Asked about the $2.2 million budget shortfall, Dowell would say only that the seminary would be taking “slightly over $2 million” from a “rainy day fund.”

The bleak economic picture comes at a time when the seminary is still searching for a development director to succeed Rabbi Carol Davidson, who recent left.

“We had been hearing for weeks now that fundraising was not doing well,” said one faculty member. “But they said that nothing is certain until the end of June [the end of the fiscal year]. We were told that what we heard was not the last word.”

Dowell insisted that fundraising was better this year than last, but unlike in previous years she declined to provide any numbers or the reason for the change. In 2004, she said the seminary had raised $17 million compared with $14 million in fiscal year 2001.

Nor would Dowell disclose the size of the operating budget, how much money was in the “rainy day fund,” whether the seminary had ever tapped it before and whether it was different from the reserve fund from which the seminary borrowed millions just a few years ago.

In December 2004, The Jewish Week reported that the seminary was facing a debt of about $50 million, had imposed a hiring freeze and had to sell land at Amsterdam Avenue and 100th Street it had bought four years earlier for graduate housing. In addition, it sold two apartment buildings on 122nd Street adjacent to the campus that had been used to house students. Graduate students are now tenants there.

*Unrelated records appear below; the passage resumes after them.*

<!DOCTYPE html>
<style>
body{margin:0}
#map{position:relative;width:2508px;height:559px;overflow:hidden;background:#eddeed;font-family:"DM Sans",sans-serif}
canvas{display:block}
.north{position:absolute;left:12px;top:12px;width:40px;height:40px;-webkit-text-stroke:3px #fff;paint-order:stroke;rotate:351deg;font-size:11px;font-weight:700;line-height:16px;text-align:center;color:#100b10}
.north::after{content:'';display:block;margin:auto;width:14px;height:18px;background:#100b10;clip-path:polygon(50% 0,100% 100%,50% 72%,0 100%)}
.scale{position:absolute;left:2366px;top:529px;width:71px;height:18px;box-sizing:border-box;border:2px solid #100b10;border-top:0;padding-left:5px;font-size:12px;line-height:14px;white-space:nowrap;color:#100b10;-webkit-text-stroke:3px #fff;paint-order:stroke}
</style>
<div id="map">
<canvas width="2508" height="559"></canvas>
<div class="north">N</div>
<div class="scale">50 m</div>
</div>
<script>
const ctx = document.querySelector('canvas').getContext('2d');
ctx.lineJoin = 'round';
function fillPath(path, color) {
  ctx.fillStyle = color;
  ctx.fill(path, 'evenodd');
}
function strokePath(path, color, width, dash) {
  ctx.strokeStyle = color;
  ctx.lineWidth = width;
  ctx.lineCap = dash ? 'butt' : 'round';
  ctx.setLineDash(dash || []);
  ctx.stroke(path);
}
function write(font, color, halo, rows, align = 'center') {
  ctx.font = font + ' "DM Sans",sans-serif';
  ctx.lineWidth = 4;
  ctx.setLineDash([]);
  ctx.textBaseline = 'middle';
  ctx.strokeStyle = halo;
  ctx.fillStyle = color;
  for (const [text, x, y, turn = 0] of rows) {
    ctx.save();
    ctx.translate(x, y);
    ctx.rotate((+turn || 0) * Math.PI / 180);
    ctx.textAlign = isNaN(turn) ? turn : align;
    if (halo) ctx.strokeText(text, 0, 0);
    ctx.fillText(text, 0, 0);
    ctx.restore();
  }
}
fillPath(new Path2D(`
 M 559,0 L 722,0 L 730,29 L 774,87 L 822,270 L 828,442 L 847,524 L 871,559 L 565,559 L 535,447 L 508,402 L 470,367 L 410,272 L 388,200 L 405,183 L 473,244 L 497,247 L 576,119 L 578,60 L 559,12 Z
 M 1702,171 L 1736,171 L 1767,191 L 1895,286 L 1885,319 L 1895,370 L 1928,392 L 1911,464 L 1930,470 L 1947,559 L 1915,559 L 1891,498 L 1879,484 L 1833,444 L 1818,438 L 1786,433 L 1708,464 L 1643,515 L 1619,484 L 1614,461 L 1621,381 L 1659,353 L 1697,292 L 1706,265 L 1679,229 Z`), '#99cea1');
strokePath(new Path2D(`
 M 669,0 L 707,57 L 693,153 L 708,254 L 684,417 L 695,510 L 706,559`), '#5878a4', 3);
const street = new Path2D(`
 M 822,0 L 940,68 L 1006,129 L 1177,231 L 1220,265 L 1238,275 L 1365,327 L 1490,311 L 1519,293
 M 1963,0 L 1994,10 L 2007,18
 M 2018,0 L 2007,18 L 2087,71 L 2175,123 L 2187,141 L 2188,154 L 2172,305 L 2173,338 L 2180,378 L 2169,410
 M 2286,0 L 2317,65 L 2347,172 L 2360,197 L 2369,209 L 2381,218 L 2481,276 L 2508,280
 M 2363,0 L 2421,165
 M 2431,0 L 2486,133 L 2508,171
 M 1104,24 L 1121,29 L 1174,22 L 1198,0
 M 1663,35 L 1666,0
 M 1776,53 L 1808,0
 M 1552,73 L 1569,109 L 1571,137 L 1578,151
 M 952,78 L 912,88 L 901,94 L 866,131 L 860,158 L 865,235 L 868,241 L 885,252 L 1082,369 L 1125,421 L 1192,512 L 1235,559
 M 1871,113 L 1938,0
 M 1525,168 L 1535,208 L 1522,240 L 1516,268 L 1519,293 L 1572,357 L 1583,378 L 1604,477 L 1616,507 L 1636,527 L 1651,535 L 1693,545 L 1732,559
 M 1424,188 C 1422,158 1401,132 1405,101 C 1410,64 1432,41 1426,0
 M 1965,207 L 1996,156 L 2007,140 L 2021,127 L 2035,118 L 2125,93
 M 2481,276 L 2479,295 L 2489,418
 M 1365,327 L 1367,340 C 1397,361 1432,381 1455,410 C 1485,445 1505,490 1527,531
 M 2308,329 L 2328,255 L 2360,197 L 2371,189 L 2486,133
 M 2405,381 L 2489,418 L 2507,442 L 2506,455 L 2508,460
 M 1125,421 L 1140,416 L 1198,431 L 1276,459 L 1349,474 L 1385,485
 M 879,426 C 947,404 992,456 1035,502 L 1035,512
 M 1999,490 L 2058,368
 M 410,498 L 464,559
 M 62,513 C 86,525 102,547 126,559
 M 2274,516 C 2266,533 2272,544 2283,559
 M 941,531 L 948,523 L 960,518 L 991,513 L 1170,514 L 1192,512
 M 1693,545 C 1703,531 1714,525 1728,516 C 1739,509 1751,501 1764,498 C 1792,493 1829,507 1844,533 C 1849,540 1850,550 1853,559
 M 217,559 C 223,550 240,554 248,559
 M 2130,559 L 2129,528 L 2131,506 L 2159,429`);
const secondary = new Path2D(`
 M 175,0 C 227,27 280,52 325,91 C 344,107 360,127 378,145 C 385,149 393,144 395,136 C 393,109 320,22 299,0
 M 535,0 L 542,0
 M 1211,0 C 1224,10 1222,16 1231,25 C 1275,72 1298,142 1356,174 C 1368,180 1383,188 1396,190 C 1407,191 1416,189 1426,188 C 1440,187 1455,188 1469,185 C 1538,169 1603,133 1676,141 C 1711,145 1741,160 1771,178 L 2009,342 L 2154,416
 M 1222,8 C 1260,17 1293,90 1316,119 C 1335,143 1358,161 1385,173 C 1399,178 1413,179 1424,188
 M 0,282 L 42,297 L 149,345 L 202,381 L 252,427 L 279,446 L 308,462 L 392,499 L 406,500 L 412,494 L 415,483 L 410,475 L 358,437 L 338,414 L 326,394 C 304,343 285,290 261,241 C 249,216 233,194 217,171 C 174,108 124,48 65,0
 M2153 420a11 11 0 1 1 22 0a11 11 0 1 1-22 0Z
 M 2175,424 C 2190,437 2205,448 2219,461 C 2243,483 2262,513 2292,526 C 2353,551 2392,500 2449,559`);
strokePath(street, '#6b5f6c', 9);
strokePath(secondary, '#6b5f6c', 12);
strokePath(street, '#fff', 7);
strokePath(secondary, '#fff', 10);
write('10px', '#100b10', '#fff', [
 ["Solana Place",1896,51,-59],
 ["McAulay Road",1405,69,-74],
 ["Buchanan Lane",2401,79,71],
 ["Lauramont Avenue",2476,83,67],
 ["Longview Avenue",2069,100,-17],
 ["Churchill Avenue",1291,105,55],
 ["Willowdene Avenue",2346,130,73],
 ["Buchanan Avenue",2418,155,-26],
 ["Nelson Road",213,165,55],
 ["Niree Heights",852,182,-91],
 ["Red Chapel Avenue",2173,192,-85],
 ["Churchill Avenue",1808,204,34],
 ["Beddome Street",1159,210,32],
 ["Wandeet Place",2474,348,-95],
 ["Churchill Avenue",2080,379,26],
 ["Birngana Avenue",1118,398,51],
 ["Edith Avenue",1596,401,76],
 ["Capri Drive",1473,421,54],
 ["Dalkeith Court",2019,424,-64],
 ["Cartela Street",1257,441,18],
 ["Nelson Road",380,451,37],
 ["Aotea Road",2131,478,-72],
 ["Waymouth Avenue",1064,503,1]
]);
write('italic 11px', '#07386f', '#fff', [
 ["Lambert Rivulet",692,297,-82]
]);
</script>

The seminary has been circumspect in its finances and it is not known whether all of the money borrowed from the reserve fund — estimates of the amount taken range from $26 million to $50 million — has been repaid.

Financial troubles for the 122-year-old seminary, the academic and spiritual center of Conservative Judaism worldwide, come at a time when the Conservative movement is losing members to the Reform movement. In 10 years from 1990 to 2000, membership in Conservative synagogues dropped from 915,000 to 660,000.

The troubles at JTS also come as rabbinical seminaries of both the Reform and Orthodox movements are reporting strong financial growth.

A spokeswoman for Yeshiva University, the central institution of Modern Orthodoxy, said it expects to raise $140 million this fiscal year. Aside from a $100 million gift last year from Ronald Stanton — the largest ever for Jewish education — the university raised $59 million last year.

“We have hired 56 full-time faculty for graduate and undergraduate programs this year,” she said. “Since 2003-2004, we have expanded our undergraduate faculty by 30 percent. ... We are having an excellent year — an exceptional year.”

Rabbi David Ellenson, president of Hebrew Union College –Jewish Institute of Religion, said there has been a dramatic turnaround financially since he became president seven years ago.

At that time, the school, the intellectual, academic, spiritual and professional leadership development center of Reform Judaism, had a $4 million deficit and a $32 million budget. It took four years to turn things around through a number of cutbacks and the elimination of redundancies, Rabbi Ellenson said.

Today, he said, the college is operating with a balanced budget of nearly $39 million and its endowment has increased in the last five years almost 1 1/2 times “due to fundraising and prudent investments.”

“We hire part-time faculty where necessary and in a way that is responsible and prudent,” Rabbi Ellenson said. “There is no institution of higher learning that is not challenged by fiscal issues and questions of sustainability. We feel good about the direction in which we have moved and are happy to have a completely balanced operating budget.”